Diogo Soares Ferreira
Diogo Soares Ferreira

Posted on • Originally published at

From Word Embeddings to Sentence Embeddings - Part 3/3

[For this and more posts, check my website]

Hi there! This post is the last one in a three-part series about Sentence Embeddings. If you didn't read part 1 or part 2, you can find them here and here.

In this post, I will explain the State-Of-The-Art (SOTA) approach to create Sentence Embeddings.


Sentence-Bert is currently (April, 2020) the SOTA algorithm to create Sentence Embeddings. It was presented in 2019 by Nils Reimers and Iryna Gurevych [1], and it takes advantage of the BERT model to create even better Sentence Embeddings, taking into account long-term dependencies in the text and the context from many previous timesteps.

To understand the Sentence-BERT architecture, a few concepts must be explained.

Attention mechanism

As said in part 2, the LSTMs have a hidden vector that represents the memory at a current state of the input. However, for long inputs, such as long sentences, a vector does not give all the needed information to predict the next state correctly. The LSTM can make mistakes because, in practice, it only has information from a limited number of steps back, due to the bottleneck of the size of the hidden vector that represents the state.

To solve that, the Attention mechanism ([3], [4]) was introduced in 2014. Instead of a single vector, the model has access to all the previous hidden states before deciding what to predict (a better explanation can be found in [4]). Attention helped with the long-term dependencies problem.


Another problem of LSTMs is the time to train. Because the output always depends on the previous input, the training is done sequentially, taking too much time. The Transformer architecture, presented by Google Brain and University of Toronto in 2017 [5], showed how to use the attention mechanism in a neural architecture that could be parallelized, taking less time to train and achieving better results in Machine Translation tasks.

Figure 1 - Transformer architecture. (Source: [5])

Figure 1 shows the complete architecture of the Transformer. A detailed explanation can be found in [6]. The architecture is composed of two parts: an encoder and a decoder.
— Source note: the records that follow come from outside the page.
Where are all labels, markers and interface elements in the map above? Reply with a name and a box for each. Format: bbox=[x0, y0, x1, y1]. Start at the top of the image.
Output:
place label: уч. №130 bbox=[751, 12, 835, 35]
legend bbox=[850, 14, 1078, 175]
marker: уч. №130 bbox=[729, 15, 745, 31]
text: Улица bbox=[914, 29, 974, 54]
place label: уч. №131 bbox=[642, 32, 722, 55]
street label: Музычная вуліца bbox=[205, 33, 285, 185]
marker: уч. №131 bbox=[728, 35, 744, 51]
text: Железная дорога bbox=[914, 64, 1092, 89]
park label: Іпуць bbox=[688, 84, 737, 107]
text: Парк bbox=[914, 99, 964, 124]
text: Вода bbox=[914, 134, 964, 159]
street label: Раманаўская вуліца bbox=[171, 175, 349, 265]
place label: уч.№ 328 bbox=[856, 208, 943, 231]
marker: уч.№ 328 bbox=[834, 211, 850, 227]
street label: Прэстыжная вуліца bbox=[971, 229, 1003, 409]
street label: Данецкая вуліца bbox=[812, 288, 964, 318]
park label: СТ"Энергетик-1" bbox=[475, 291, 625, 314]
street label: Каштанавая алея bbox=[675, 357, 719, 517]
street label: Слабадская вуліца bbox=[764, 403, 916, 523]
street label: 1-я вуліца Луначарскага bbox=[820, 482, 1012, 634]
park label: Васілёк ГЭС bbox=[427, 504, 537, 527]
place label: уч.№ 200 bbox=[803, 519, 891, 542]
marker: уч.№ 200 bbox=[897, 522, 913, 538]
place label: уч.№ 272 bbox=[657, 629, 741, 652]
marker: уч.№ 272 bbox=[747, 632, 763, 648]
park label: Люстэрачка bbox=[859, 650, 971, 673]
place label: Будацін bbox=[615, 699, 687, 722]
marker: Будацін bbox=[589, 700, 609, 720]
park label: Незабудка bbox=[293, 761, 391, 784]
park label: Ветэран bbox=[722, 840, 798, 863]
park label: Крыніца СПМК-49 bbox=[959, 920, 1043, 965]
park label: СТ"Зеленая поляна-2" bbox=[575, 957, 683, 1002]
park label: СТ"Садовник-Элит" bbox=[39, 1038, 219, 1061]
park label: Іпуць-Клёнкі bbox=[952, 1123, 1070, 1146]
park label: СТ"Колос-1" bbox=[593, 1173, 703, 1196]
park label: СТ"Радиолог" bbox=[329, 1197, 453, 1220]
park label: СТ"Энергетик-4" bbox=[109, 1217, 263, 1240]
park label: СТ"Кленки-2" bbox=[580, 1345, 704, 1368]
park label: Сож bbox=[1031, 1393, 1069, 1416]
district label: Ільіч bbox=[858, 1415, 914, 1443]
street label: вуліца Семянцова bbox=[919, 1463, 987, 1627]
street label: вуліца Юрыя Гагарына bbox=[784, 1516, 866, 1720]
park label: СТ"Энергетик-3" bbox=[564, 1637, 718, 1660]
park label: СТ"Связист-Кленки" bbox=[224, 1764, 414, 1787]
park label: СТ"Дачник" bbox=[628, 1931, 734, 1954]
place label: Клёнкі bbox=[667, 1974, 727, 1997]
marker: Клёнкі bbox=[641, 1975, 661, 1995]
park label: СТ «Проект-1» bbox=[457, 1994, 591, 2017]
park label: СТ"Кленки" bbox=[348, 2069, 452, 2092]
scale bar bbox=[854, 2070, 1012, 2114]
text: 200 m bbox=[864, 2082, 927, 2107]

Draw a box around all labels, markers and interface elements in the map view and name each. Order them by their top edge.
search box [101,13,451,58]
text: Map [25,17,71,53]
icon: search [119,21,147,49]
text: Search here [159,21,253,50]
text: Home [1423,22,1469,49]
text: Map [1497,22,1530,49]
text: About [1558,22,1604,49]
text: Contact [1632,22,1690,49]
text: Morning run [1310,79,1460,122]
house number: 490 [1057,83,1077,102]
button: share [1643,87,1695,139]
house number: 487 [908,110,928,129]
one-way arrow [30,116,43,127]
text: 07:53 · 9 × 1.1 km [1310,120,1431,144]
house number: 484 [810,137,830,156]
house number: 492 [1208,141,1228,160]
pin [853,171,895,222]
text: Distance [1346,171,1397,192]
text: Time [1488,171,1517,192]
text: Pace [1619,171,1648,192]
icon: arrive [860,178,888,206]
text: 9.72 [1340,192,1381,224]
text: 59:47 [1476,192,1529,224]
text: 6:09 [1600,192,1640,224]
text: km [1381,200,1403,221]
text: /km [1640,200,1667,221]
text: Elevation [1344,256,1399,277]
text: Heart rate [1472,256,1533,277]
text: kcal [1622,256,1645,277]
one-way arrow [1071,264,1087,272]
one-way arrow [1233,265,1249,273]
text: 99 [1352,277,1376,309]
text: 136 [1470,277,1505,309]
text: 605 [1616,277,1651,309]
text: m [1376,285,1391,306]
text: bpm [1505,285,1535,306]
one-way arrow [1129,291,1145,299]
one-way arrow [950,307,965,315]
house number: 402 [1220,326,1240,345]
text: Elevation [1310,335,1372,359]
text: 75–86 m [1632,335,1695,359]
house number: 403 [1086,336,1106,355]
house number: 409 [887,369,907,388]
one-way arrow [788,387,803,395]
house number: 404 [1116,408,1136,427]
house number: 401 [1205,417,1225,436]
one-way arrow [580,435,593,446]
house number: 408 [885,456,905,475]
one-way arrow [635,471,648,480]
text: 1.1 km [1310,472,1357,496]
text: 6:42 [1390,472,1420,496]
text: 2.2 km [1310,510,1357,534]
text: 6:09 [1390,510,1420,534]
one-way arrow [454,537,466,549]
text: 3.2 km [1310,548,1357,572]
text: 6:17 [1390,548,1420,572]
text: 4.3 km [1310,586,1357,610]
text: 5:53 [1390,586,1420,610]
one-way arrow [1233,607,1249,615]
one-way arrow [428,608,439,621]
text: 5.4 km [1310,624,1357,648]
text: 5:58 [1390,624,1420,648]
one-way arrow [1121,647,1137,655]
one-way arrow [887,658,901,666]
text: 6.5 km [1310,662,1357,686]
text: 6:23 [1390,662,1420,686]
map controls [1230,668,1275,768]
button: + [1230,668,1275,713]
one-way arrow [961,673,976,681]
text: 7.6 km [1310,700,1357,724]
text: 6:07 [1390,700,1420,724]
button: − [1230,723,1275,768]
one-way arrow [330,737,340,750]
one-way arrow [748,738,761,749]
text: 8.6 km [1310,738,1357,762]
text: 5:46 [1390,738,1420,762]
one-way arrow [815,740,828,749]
The encoder encodes the representation of the input, while the decoder tries to output a probability based on the encoder representation and the previous outputs. The encoder and decoder basic building blocks are feed-forward layers and self-attention layers. Self-attention layers look at the entire input and try to pay attention to the most important parts, instead of relying on a single hidden state representation.

The results of the transformer architecture applied to sentence translation resulted in a big improvement over the previous State-Of-The-Art model. The transformer revolutionized the NLP field, because now it was possible to train large datasets in a reasonable time with a model less vulnerable to long-term dependencies problems. However, why should we stick to using just one transformer? What happens if we stack many transformers and train them a little bit differently to obtain better performance?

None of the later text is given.